[Dataset records — start]

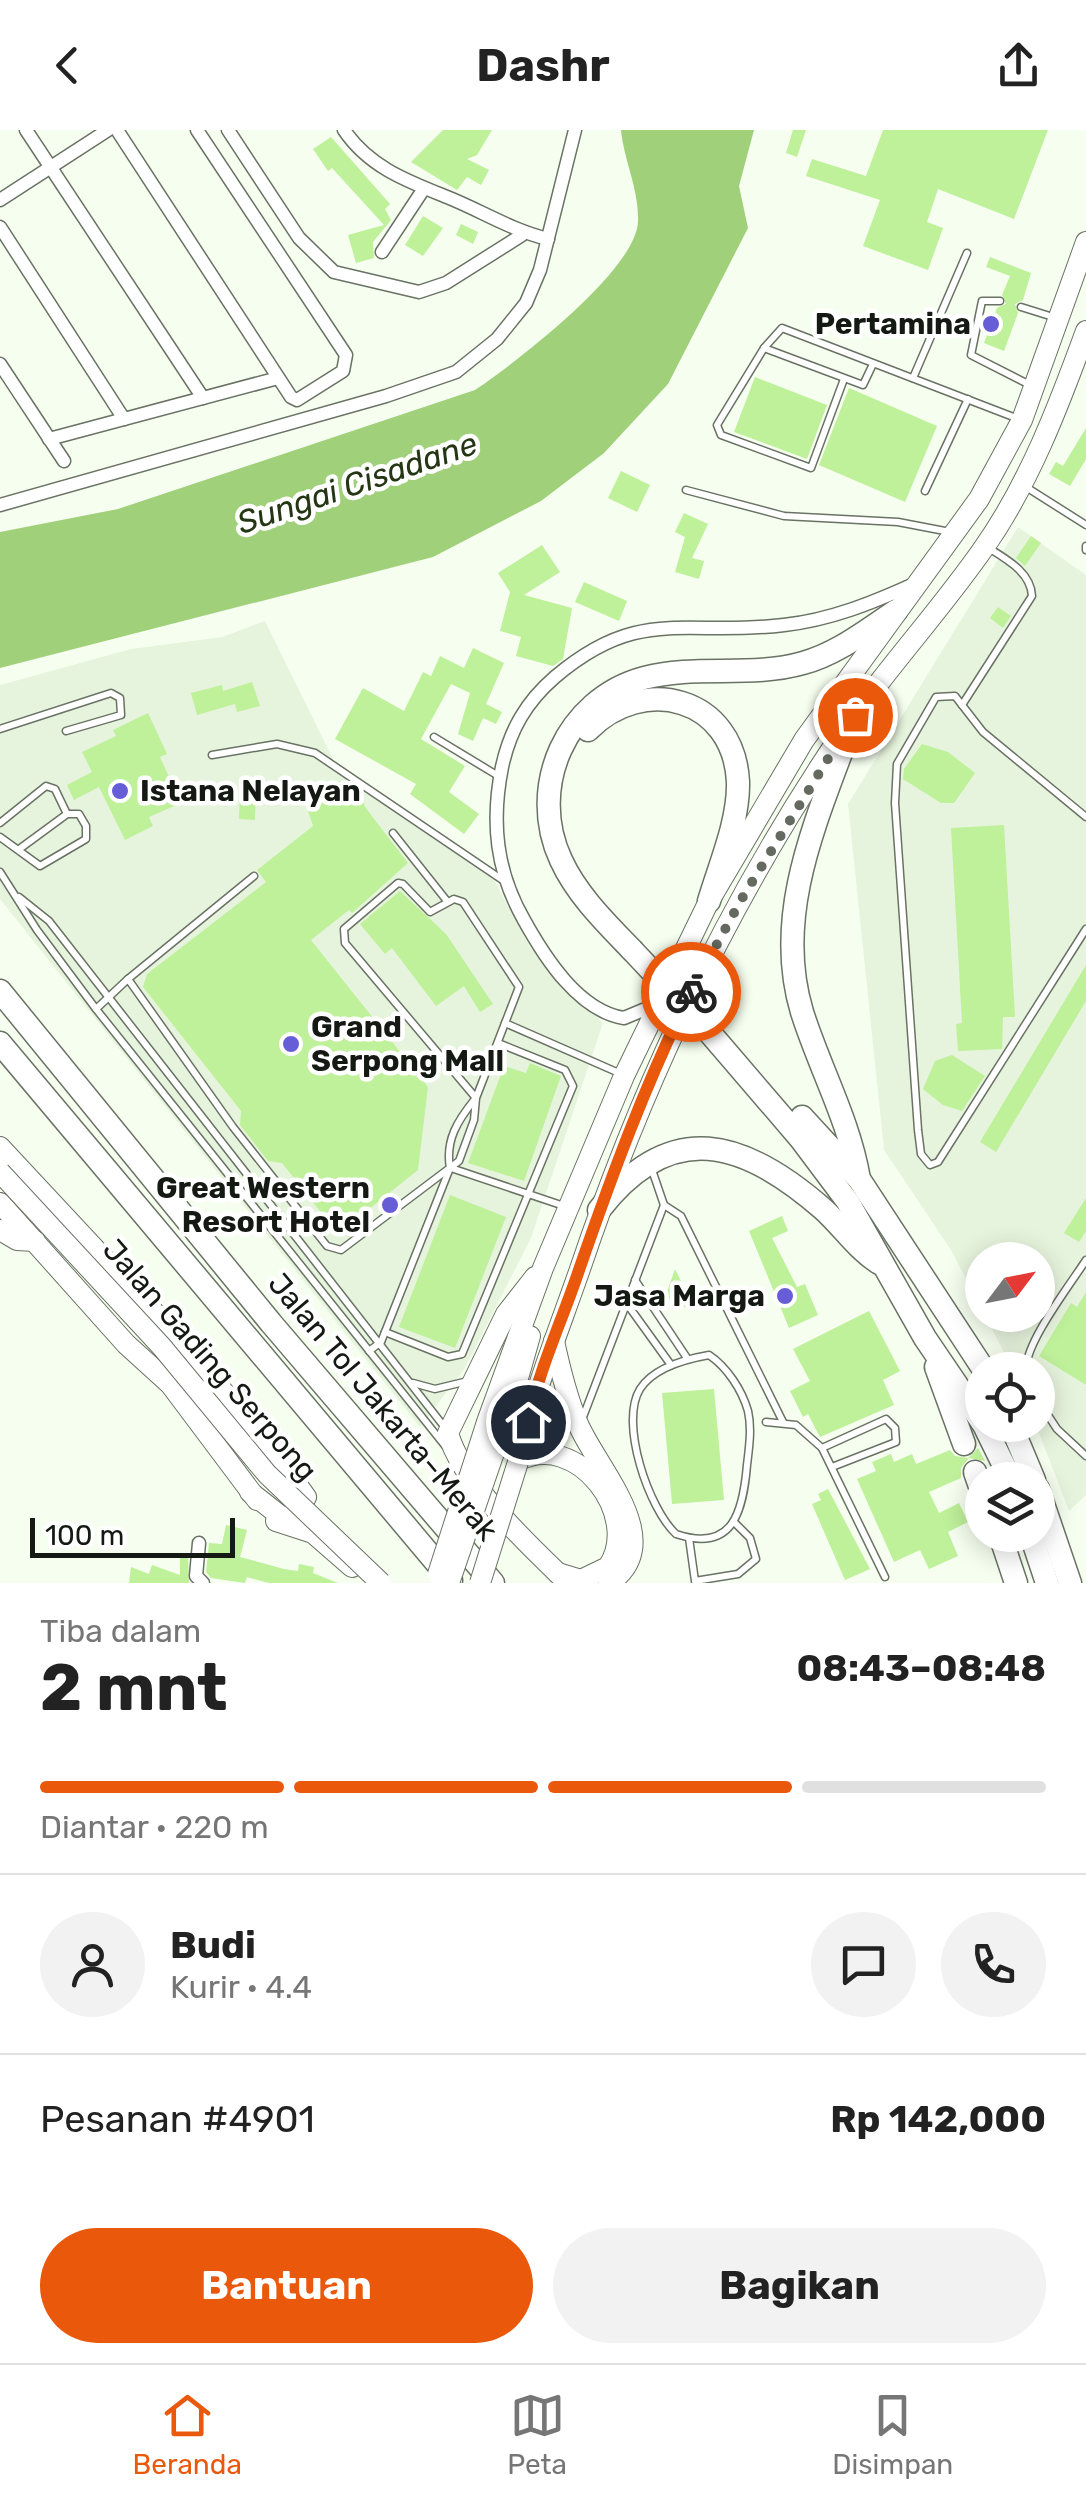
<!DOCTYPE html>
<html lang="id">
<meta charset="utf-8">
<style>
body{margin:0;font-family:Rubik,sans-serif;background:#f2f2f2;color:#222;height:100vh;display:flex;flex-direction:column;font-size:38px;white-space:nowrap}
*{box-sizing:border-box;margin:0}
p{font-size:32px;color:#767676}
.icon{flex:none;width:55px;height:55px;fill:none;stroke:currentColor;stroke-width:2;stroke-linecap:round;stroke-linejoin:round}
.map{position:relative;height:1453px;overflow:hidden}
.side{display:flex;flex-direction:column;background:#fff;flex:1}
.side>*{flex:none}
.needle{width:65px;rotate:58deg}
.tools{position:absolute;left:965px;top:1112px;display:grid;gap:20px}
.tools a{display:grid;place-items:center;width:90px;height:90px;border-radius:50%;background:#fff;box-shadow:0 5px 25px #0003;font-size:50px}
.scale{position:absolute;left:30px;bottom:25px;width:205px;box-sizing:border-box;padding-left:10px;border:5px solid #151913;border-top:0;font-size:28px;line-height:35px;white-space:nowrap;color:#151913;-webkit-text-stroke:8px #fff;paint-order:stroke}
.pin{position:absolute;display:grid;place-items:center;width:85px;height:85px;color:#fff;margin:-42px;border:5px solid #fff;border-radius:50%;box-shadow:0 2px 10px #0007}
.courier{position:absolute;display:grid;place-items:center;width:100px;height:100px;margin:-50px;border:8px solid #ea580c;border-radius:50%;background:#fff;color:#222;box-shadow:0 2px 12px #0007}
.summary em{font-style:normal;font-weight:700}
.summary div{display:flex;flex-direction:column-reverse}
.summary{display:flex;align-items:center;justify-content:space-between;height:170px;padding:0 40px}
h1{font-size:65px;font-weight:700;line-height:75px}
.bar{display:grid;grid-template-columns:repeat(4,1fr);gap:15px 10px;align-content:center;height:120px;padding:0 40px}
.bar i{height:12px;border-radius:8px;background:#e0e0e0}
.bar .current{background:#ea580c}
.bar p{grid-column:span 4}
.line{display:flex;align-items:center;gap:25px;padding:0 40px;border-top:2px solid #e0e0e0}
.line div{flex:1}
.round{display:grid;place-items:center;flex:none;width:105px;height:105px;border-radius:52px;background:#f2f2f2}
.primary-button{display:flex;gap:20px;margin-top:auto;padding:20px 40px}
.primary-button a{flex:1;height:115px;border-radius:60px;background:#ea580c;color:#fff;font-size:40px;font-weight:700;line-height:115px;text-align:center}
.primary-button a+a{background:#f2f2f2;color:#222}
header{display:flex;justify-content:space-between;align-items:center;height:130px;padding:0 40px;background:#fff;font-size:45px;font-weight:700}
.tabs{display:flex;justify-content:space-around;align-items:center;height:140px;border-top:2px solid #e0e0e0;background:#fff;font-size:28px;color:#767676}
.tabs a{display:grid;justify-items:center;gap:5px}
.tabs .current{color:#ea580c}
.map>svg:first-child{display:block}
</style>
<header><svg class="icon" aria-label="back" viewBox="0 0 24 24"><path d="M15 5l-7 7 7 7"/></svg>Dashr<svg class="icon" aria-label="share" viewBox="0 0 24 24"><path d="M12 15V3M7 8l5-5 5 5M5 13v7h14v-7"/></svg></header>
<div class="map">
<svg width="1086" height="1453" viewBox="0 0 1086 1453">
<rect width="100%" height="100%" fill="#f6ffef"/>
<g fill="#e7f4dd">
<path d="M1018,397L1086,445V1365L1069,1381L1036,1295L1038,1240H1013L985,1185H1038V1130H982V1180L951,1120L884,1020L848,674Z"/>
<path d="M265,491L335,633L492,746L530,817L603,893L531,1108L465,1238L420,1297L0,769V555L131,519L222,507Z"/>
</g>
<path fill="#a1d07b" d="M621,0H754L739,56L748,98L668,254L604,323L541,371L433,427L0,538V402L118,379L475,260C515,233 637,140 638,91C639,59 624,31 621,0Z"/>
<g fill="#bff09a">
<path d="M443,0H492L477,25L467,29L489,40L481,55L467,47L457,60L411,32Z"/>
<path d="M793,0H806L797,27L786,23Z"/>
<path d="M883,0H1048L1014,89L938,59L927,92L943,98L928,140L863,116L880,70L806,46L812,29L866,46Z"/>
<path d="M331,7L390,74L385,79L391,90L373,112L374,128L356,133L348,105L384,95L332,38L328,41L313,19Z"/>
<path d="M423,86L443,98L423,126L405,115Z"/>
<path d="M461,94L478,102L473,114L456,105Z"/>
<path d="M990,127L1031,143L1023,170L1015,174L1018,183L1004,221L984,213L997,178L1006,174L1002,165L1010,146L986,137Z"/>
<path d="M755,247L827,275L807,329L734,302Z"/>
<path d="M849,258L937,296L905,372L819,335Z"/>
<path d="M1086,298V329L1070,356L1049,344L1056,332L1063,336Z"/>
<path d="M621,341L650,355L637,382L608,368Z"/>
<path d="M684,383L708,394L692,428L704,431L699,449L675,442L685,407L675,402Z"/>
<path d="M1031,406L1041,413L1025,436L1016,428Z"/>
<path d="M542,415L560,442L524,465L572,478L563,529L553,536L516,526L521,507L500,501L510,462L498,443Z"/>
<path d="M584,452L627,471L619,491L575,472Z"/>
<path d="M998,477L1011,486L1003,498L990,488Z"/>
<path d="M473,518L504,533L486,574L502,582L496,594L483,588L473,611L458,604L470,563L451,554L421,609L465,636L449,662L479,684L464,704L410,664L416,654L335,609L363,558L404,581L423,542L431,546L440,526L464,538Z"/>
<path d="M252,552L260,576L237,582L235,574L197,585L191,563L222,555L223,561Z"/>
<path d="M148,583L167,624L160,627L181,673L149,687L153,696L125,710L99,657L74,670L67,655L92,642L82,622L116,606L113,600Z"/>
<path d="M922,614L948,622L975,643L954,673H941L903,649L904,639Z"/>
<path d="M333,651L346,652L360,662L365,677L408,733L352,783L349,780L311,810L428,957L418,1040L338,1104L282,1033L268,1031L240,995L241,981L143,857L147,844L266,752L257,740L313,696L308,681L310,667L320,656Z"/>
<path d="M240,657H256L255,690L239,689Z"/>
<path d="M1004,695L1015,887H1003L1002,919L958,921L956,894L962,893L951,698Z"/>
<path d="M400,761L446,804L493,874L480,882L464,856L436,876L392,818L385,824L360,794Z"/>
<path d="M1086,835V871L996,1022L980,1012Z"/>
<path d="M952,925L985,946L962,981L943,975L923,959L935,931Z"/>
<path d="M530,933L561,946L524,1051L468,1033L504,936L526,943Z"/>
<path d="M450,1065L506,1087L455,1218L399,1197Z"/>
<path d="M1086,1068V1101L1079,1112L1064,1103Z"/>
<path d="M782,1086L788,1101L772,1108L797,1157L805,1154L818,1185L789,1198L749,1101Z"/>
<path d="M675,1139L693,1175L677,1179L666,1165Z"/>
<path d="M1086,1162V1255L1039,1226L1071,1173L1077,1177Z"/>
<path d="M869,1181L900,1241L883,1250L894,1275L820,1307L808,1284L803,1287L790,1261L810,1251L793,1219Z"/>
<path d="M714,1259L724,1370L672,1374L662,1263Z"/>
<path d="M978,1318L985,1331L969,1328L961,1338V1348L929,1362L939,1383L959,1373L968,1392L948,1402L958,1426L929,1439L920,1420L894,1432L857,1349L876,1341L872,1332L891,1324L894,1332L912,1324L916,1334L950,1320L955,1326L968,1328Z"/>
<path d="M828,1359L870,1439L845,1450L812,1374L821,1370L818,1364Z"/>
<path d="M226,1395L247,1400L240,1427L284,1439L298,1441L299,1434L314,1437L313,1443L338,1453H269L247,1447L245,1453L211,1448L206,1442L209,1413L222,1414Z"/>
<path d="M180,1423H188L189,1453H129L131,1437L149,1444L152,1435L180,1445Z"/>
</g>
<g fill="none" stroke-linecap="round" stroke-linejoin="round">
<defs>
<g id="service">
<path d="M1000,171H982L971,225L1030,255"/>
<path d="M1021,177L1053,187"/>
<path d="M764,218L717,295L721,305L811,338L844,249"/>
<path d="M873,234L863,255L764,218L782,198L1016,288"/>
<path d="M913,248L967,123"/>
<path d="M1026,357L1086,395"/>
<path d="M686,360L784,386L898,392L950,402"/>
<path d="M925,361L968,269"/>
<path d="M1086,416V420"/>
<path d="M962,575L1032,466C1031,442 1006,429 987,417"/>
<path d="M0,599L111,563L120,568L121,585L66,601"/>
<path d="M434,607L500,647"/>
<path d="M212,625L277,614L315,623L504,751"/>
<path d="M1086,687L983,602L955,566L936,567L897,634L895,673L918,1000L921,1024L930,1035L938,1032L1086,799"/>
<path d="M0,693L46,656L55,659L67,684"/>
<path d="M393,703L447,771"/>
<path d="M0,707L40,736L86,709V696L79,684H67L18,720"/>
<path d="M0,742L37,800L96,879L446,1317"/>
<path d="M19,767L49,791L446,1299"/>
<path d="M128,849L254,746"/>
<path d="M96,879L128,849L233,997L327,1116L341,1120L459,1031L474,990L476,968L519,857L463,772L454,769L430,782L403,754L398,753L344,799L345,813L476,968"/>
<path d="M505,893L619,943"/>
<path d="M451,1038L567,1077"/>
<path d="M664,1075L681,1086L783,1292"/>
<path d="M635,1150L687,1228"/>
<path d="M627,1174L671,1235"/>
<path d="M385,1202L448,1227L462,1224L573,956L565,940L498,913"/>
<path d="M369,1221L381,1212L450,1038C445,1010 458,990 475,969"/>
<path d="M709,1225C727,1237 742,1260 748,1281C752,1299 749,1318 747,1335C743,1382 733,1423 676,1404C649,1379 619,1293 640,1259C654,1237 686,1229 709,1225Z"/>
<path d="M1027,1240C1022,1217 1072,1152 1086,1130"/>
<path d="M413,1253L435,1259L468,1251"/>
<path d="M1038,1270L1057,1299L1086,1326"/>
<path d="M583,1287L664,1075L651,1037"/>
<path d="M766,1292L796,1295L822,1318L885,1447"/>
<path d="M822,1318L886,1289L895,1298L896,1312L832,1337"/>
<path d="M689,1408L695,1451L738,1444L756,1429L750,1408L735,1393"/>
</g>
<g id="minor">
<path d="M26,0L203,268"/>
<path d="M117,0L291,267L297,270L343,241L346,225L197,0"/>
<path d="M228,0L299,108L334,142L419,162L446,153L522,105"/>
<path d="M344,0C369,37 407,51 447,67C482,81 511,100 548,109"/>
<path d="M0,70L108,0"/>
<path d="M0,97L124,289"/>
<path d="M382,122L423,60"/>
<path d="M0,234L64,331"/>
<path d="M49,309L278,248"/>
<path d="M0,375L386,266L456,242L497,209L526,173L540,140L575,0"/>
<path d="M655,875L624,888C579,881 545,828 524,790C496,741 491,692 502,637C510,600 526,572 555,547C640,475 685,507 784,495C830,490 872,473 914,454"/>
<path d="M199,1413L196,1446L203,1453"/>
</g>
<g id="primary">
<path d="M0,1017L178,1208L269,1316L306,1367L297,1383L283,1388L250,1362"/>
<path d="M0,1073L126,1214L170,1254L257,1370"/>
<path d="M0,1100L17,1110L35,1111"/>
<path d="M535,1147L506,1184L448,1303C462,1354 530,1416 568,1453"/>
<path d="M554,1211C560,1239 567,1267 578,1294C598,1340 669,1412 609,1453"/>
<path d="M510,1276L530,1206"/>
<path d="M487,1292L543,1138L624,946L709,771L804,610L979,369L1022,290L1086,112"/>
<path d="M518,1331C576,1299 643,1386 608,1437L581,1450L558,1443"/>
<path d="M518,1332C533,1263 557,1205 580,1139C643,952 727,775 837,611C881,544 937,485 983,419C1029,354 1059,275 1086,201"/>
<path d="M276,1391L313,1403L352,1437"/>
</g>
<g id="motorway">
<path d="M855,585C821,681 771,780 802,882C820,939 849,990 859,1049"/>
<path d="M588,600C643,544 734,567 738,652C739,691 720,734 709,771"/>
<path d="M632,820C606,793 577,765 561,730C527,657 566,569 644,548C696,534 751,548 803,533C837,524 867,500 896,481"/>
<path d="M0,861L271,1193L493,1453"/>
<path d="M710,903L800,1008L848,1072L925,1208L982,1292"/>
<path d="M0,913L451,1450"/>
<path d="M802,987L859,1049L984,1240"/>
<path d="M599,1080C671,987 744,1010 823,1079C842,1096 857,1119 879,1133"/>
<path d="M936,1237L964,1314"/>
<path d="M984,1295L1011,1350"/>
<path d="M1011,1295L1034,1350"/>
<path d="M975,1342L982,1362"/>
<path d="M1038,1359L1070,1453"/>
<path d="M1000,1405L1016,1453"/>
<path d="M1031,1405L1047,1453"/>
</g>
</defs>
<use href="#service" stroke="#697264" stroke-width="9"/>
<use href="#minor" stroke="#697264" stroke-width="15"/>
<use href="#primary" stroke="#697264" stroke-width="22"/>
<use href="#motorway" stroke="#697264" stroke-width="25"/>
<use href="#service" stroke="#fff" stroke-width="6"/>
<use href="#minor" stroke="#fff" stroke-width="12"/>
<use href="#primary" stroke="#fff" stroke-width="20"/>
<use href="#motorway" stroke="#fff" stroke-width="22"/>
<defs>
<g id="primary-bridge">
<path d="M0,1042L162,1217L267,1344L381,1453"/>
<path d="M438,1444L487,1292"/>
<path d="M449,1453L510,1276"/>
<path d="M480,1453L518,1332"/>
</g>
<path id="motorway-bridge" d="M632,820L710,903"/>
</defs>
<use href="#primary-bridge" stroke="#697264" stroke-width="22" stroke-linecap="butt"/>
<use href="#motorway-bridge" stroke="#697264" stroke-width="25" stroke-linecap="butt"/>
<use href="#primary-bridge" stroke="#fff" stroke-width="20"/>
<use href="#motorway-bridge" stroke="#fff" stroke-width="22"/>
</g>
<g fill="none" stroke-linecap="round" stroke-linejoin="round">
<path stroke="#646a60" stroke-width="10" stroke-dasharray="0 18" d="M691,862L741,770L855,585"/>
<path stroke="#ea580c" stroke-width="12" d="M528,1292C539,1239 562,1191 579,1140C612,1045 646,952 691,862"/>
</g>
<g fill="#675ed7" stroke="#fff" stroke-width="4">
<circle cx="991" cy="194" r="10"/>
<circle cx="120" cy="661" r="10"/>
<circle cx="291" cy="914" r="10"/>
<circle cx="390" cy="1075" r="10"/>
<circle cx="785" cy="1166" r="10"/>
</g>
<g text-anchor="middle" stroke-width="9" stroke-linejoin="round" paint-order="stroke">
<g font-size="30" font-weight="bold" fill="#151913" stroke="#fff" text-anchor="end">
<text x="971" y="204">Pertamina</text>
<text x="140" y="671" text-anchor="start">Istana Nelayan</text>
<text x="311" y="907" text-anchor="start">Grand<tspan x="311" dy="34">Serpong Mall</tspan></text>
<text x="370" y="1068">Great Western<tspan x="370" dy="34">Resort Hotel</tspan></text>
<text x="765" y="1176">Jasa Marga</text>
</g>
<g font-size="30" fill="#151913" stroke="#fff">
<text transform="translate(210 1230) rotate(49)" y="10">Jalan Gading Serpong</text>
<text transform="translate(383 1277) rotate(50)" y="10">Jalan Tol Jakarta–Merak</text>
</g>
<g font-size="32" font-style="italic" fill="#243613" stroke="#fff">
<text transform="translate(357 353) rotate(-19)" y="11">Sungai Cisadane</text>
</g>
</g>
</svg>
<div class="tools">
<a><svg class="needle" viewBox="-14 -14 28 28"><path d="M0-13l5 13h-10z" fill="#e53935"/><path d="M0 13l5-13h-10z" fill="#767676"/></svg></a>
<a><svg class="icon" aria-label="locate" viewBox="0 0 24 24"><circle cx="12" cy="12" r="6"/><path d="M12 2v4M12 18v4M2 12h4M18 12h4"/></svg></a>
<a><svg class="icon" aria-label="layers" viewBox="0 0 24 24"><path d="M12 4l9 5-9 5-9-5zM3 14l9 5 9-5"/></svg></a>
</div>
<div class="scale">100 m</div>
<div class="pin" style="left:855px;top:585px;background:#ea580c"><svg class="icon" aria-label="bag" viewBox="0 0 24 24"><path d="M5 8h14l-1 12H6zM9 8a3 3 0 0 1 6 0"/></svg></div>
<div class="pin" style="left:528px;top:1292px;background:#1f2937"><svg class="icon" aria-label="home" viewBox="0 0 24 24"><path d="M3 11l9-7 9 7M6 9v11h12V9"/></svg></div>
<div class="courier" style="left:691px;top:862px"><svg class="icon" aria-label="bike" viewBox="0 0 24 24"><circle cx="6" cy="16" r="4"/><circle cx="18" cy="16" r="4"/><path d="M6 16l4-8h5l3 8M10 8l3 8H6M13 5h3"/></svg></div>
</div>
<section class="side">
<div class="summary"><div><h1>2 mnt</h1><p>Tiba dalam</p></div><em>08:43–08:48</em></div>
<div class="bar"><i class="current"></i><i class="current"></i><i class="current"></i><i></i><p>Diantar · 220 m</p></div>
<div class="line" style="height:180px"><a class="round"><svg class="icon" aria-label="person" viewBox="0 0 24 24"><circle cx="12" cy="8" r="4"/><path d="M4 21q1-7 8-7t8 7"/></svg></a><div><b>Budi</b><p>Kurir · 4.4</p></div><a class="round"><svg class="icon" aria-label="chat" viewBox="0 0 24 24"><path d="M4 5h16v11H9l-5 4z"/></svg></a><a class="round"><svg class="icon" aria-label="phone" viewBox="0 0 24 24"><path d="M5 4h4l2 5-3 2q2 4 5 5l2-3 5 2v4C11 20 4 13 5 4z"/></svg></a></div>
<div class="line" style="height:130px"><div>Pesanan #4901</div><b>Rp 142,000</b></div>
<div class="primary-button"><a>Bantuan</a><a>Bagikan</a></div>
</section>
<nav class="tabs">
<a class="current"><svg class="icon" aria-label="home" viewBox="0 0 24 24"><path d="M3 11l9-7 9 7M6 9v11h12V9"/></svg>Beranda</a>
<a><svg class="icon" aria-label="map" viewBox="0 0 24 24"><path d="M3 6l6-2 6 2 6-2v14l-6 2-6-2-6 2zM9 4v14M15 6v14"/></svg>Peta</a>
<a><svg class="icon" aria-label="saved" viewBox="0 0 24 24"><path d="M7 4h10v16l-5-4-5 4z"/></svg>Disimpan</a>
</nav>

[Dataset records — finish]

### Activity
Filter the listing above for lines with the word "sizing", and copy each one you find.

### Answer section
*{box-sizing:border-box;margin:0}
.scale{position:absolute;left:30px;bottom:25px;width:205px;box-sizing:border-box;padding-left:10px;border:5px solid #151913;border-top:0;font-size:28px;line-height:35px;white-space:nowrap;color:#151913;-webkit-text-stroke:8px #fff;paint-order:stroke}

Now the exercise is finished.